« So schön kann ein Albtraum sein… » (Si beau peut être un cauchemar)
Ainsi commence un documentaire télévisé allemand sur Fukushima. Vous savez, ce
genre de documentaire qui manque cruellement en France pour nous informer de ce qui se passe réellement là-bas, au Japon.
En fait, le titre de ce reportage est « Die Folgen von Fukushima »,
c’est-à-dire « Les conséquences de Fukushima ». En Allemagne, on n’a pas peur de la réalité, car on n’a pas d’industrie nucléaire à défendre à tout prix. Alors on informe correctement
la population.
En France, malgré Fukushima, on est resté ce pays sourd et aveugle face à la menace
nucléaire (1).
Il faut que je vous raconte comment l’information arrive en France parfois, c’est fabuleux.
Juste avec cet exemple.
1) La télévision ZDF diffuse un reportage sur Fukushima le 9 août 2011.

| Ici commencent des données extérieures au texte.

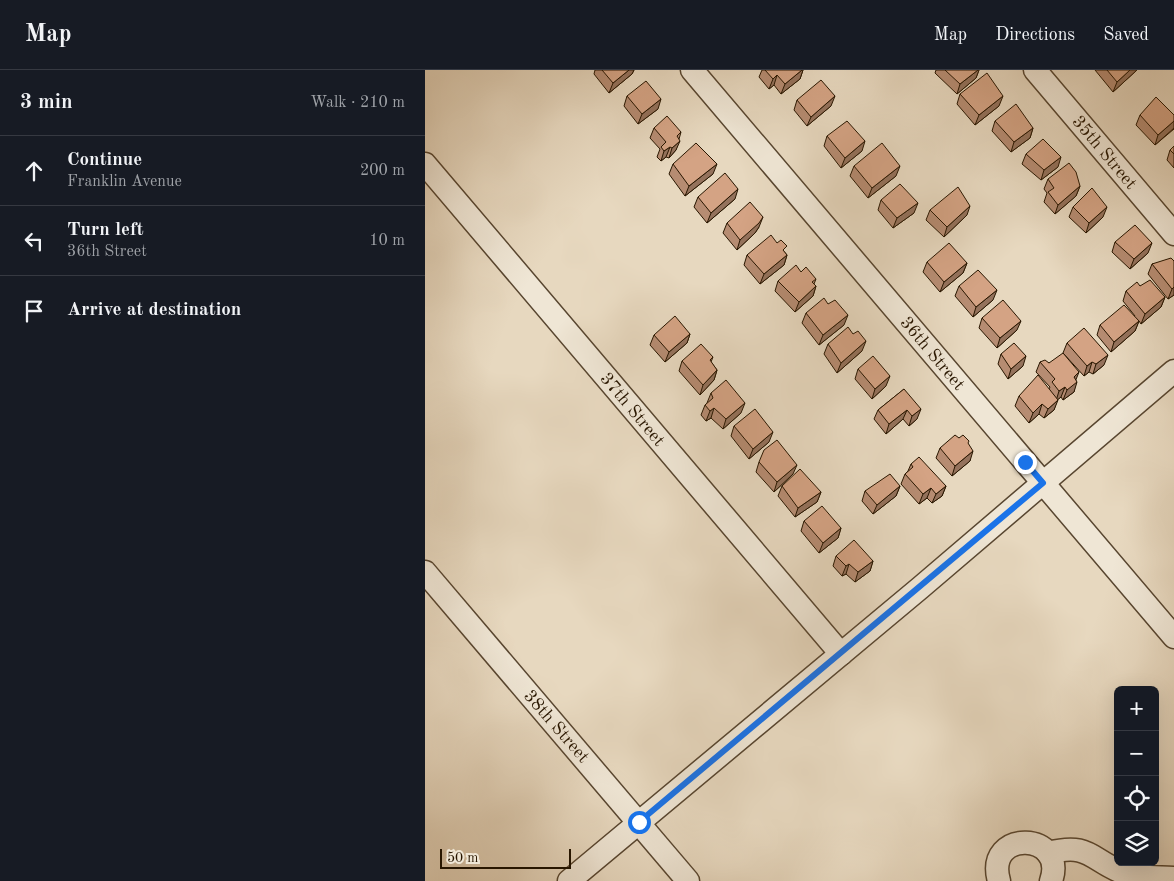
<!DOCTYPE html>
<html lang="en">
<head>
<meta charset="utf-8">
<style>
	body { margin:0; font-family:"Old Standard TT",serif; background:#242831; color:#f1f3f6 }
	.controls { position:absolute; right:15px; bottom:15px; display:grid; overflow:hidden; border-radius:8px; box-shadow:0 5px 20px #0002 }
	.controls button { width:45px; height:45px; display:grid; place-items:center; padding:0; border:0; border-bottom:1px solid #363941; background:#171b24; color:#f1f3f6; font:25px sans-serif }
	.scale { position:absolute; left:15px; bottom:12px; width:131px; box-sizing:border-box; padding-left:5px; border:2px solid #281600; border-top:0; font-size:14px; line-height:18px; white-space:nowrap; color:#281600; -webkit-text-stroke:4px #efe6d5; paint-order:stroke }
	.stop { position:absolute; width:15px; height:15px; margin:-11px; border:4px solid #1a73e8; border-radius:50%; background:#fff }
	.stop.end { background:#1a73e8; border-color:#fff; box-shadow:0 1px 5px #0008 }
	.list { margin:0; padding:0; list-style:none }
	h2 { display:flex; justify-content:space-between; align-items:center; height:65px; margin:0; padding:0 20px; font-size:21px }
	h2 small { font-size:16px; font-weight:400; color:#9ea1a6 }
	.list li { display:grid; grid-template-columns:32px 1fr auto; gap:15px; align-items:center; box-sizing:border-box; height:70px; padding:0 20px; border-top:1px solid #363941 }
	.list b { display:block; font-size:19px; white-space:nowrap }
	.list p { margin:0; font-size:16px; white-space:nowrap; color:#9ea1a6 }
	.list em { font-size:16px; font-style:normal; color:#9ea1a6 }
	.icon { flex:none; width:28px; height:28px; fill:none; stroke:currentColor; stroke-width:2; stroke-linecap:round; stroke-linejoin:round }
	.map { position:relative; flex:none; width:749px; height:811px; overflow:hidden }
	header { display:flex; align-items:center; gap:30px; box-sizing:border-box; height:70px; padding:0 25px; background:#171b24; border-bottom:1px solid #363941 }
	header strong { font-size:24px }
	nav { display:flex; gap:28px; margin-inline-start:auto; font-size:18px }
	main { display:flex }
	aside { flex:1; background:#171b24 }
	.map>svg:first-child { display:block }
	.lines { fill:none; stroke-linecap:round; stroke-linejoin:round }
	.minor-casing { stroke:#584630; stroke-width:25 }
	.minor { stroke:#efe6d5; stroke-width:22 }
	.wall { fill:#b68c72; stroke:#281600 }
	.shaded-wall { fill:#94725c; stroke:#281600 }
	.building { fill:#d4a384; stroke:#281600 }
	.route { stroke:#1a73e8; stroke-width:6 }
	.labels { text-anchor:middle; stroke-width:4.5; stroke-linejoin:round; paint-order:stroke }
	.street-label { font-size:18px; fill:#281600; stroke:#efe6d5 }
</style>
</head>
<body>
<header>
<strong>Map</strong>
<nav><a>Map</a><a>Directions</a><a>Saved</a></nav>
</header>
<main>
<aside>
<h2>3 min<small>Walk · 210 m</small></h2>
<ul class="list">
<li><svg class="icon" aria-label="ahead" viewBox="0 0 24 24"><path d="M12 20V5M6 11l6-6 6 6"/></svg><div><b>Continue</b><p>Franklin Avenue</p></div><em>200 m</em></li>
<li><svg class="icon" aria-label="left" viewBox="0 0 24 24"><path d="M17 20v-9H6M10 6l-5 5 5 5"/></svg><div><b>Turn left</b><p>36th Street</p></div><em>10 m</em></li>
<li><svg class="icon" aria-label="arrive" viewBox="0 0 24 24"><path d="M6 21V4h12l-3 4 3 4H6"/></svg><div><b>Arrive at destination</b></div></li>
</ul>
</aside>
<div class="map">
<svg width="749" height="811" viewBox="0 0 749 811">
	<rect width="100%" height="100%" fill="#e7d8bf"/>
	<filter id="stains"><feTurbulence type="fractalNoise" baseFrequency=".004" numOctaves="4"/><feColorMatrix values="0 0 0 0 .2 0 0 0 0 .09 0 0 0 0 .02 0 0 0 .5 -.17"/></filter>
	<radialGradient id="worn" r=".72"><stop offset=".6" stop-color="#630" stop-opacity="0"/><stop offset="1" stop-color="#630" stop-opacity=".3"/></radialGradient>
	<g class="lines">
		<defs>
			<g id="minor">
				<polyline points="267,0 749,567"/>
				<polyline points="610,0 749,164"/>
				<polyline points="0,94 416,584"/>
				<polyline points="0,502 263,811"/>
				<path d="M623,783C665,772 665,790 699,803C714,808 733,807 749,808"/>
				<polyline points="144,811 495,518 749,301"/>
				<path d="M574,811C559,758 643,762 626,811"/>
			</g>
		</defs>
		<use href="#minor" class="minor-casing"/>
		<use href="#minor" class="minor"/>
	</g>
	<g class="wall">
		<polygon points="170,0 209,0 207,4 184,23 169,4"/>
		<polygon points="337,0 378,0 375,9 356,24 349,15 344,19 334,7"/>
		<polygon points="511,0 554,0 551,8 532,24 510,3"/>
		<polygon points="670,0 712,0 688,22"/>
		<polygon points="535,24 574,36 550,55 532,34"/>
		<polygon points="202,26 233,39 213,54 199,36"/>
		<polygon points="372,30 406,36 382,56 369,40"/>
		<polygon points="715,45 749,59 730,75 711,55"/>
		<polygon points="570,51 608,58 605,68 586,82 567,61"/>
		<polygon points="229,58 256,62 251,80 244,88 241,87 236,91 232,87 235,79 225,68"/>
		<polygon points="402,66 437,81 416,98 399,76"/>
		<polygon points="749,76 749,98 742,90 745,80"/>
		<polygon points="601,84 633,97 616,110 597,94"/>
		<polygon points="248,94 288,104 260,126 244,104"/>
		<polygon points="429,96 471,106 443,128 425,106"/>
		<polygon points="623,109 655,116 651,126 630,144 619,132 622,123 619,119"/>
		<polygon points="273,127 310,129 282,153 269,137"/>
		<polygon points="456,130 489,143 468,158 453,140"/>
		<polygon points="648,137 678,147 661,163 644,147"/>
		<polygon points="505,140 542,145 519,167 501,150"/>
		<polygon points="302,153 334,157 330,163 312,180 298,163"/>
		<polygon points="690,172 723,183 705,199 687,182"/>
		<polygon points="352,173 362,185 359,195 335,214 319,195 322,185"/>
		<polygon points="749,191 749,225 743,229 723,204 727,194"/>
		<polygon points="502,192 542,193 538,203 515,222 498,202"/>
		<polygon points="376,202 391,209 389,214 391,216 388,226 370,242 350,221 353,211"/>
		<polygon points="534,216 568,230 548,247 530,226"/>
		<polygon points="715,216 740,227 736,237 716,254 714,251 710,261 686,282 672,265 675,255 710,246 698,231 701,221"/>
		<polygon points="381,243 419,255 394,275 377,253"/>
		<polygon points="557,248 592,260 572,278 554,258"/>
		<polygon points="265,264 262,273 240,292 225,275 229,265"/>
		<polygon points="642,273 679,295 668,304 664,302 659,306 638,283"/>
		<polygon points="403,274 437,281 412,303 399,284"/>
		<polygon points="576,284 598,296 583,309 573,294"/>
		<polygon points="288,287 286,292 292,300 289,310 275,325 254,301 257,291"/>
		<polygon points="615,292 624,293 651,310 649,322 638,330 636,327 632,330 629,340 619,348 614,344 604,353 590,336 594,326 624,319 625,317 611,302"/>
		<polygon points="433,299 461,316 447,329 430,309"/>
		<polygon points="479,319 492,349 484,356 478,349 461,364 449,349 453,340"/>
		<polygon points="286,323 316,343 298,359 286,348 281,351 276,345 280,335 282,333"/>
		<polygon points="309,356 344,372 324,389 306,366"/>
		<polygon points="534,368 543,374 545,391 527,406 511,388 515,378"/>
		<polygon points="334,392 368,404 349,422 331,402"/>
		<polygon points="486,394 521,416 517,426 507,433 502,428 494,434 476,414 480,404 483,401"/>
		<polygon points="357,416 396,422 392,432 370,447 353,426"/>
		<polygon points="475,416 471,426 448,444 437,431 440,421"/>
		<polygon points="379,451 416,458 413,468 394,483 376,461"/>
		<polygon points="411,486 448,491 445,501 430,512 421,504 417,506 408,496"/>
	</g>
	<g class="shaded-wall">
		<polygon points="204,0 209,0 207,4 184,23 188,13"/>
		<polygon points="377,0 378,0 375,9 356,24 360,14"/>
		<polygon points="553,0 554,0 551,8 532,24 535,14"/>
		<polygon points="705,0 712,0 688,22 692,12"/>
		<polygon points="352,5 349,15 344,19 348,9"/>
		<polygon points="410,26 406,36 382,56 386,47"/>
		<polygon points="578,26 574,36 550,55 554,45"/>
		<polygon points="236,29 233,39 213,54 217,44"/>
		<polygon points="749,51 749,58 730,75 733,65"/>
		<polygon points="608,58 605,68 586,82 589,72"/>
		<polygon points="255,71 251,80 244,88 247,78"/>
		<polygon points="440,71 437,81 416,98 420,88"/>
		<polygon points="245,77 241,87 236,91 239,81"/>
		<polygon points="636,87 633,97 616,110 619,100"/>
		<polygon points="292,94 288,104 260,126 264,116"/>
		<polygon points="475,96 471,106 443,128 447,118"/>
		<polygon points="655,116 651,126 630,144 633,135"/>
		<polygon points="313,119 310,129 282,153 286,143"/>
		<polygon points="493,133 489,143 468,158 472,148"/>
		<polygon points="545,136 542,145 519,167 522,157"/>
		<polygon points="682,137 678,147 661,163 664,153"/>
		<polygon points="338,147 334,157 330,163 312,180 315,170"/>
		<polygon points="727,173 723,183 705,199 709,189"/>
		<polygon points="362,185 359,195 335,214 339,204"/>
		<polygon points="542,193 538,203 515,222 519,212"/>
		<polygon points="391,216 388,226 370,242 374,232"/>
		<polygon points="749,217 749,225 743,229 747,219"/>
		<polygon points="572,220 568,230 548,247 551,237"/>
		<polygon points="740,227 736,237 716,254 720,244"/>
		<polygon points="423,245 419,255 394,275 398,265"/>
		<polygon points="596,251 592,260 572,278 575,268"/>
		<polygon points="714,251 710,261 686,282 689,272"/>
		<polygon points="265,264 262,273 240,292 244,282"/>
		<polygon points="441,271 437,281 412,303 416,293"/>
		<polygon points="683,285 679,295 668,304 671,294"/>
		<polygon points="601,286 598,296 583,309 586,299"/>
		<polygon points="667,292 664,302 659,306 662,296"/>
		<polygon points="292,300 289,310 275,325 278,315"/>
		<polygon points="654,302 650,312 652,312 649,322 638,330 642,320 649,307"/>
		<polygon points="465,306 461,316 447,329 450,319"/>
		<polygon points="640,317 636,327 631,331 634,321"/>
		<polygon points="633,330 629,340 619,348 623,339"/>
		<polygon points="320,333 316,343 298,359 301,349"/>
		<polygon points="617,334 614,344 604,353 608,343"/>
		<polygon points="289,338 286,348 281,351 285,341"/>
		<polygon points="496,339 492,349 484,356 487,346"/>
		<polygon points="482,340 478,349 461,364 464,354"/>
		<polygon points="348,362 344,372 324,389 328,379"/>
		<polygon points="548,381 545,391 527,406 530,396"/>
		<polygon points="372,395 368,404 349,422 352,412"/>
		<polygon points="475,416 471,426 448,444 452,435"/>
		<polygon points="521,416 517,426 507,433 511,424"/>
		<polygon points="506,418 502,428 494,434 498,424"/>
		<polygon points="396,422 392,432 370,447 373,438"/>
		<polygon points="416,458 413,468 394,483 398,473"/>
		<polygon points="448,491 445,501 430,512 433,502"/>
		<polygon points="424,494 421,504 417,506 421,496"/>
	</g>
	<g class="building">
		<polygon points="177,0 204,0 188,13"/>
		<polygon points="340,0 377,0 360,14 352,5 348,9"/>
		<polygon points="520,0 553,0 535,14"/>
		<polygon points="682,0 705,0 692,12"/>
		<polygon points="562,3 578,26 554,45 535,24"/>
		<polygon points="396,10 410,26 386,47 372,30"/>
		<polygon points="221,11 236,29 217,44 202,26"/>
		<polygon points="731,27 749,45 749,51 733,65 715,45"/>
		<polygon points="591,34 608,58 589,72 570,51"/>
		<polygon points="242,46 256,62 252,66 255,71 247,78 245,77 239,81 236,77 241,72 229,58"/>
		<polygon points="422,51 440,71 420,88 402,66"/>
		<polygon points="618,69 636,87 619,100 601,84"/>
		<polygon points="271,73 292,94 264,116 248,94"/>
		<polygon points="457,73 475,96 447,118 429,96"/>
		<polygon points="749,76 749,84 745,80"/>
		<polygon points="644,93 651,102 655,116 633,135 623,122 629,118 623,109"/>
		<polygon points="300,103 313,119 286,143 273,127"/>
		<polygon points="475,114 493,133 472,148 456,130"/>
		<polygon points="533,117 545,136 522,157 505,140"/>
		<polygon points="667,118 682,137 664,153 648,137"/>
		<polygon points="325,132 338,147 334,153 315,170 302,153"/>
		<polygon points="710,155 727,173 709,189 690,172"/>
		<polygon points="346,165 352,173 356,170 362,176 358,180 362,185 339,204 322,185"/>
		<polygon points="524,173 542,193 519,212 502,192"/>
		<polygon points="746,188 749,191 749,217 747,219 727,194"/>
		<polygon points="371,195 376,202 381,197 391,209 387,212 391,216 374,232 353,211"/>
		<polygon points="553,200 572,220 551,237 534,216"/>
		<polygon points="725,210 740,227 720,244 701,221 712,212 715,216"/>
		<polygon points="399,228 403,234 410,230 423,245 398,265 381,243"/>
		<polygon points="578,230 596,251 575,268 557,248"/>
		<polygon points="699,235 714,251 689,272 675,255"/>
		<polygon points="250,246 265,264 244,282 229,265"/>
		<polygon points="423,257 428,264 433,261 441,271 416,293 403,274"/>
		<polygon points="659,258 683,285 671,294 667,292 662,296 642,273"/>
		<polygon points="589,273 601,286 586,299 576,284"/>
		<polygon points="276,274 288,287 285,290 292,300 278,315 257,291"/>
		<polygon points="638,283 654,302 649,307 652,312 642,320 640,317 634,321 627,312 630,309 615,292 620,290 624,293"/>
		<polygon points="448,286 465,306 450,319 433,299"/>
		<polygon points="613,305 633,330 623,339 617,334 608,343 594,326"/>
		<polygon points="301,310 320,333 301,349 289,338 285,341 280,335 288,328 286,323"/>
		<polygon points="479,319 496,339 487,346 482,340 464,354 453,340"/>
		<polygon points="330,339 348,362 328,379 309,356"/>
		<polygon points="530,365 534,368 538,365 544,371 543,373 548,381 530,396 515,378"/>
		<polygon points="352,370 372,395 352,412 334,392 339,380"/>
		<polygon points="494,387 521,416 511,424 506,418 498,424 480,404 488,397 486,394"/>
		<polygon points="375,399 396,422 373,438 357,416"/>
		<polygon points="465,404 475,416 452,435 440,421"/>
		<polygon points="397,436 416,458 398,473 379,451"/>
		<polygon points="429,470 448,491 433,502 424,494 421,496 411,486"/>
	</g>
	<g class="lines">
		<polyline class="route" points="214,752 618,413 600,392"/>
	</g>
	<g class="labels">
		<g class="street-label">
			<text transform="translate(680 82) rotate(50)" y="6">35th Street</text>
			<text transform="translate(508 283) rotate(50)" y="6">36th Street</text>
			<text transform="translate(208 339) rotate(50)" y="6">37th Street</text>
			<text transform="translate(132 656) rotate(49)" y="6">38th Street</text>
		</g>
	</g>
	<rect width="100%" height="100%" filter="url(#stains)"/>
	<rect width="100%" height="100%" fill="url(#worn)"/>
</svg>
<div class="controls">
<button>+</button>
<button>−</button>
<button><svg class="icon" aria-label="locate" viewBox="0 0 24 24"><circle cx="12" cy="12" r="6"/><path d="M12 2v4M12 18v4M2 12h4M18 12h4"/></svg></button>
<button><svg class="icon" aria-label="layers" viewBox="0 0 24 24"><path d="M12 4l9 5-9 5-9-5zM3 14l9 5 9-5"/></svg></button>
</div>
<div class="scale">50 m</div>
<div class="stop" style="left:214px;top:752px"></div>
<div class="stop end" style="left:600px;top:392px"></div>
</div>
</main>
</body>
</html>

2) La vidéo est diffusée sur internet dans des sites allemands.
3) Elle est repérée par des Japonais qui cherchent de l’information sur
Fukushima.
4) Elle est traduite, sous-titrée en japonais et diffusée sur YouTube par un internaute,
obenquaken, le 31 août 2011.
5) Yumiko remarque alors ce reportage, réalise la traduction japonais-français, et me
transmets le tout le 7 septembre 2011.
6) Je réalise cet article aujourd’hui et
le diffuse en France.
Il a fallu un mois complet et deux
traductions pour que ce reportage arrive à nos yeux et nos oreilles. Il a fallu contourner le mur du silence.
D’après Yumiko, au Japon,
« aujourd’hui, les télés et les journaux ne disent plus rien sur l'accident, les
gens ont repris leur vie normale. Ils n'ont pas du tout conscience de la gravité de l'accident et ce qui va nous arriver ».
Merci à elle pour avoir traduit cette
vidéo. Si vous connaissez la langue allemande, pardonnez l’écart qui pourrait exister entre l’audio et le texte français, car il s’agit d’une traduction qui est passée par le japonais. Et merci à
son mari de m’avoir signalé ce document de qualité qui, par sa grande qualité, méritait d’être diffusé.
Une dernière précision : dans le
reportage original, on voit l’explosion du réacteur 3 de la centrale de Fukushima. Cette séquence a été coupée au Japon. Mais ça vaut la peine d’écouter
l’original (juste après l’intro), car il y a le son de l’explosion, rarement diffusé.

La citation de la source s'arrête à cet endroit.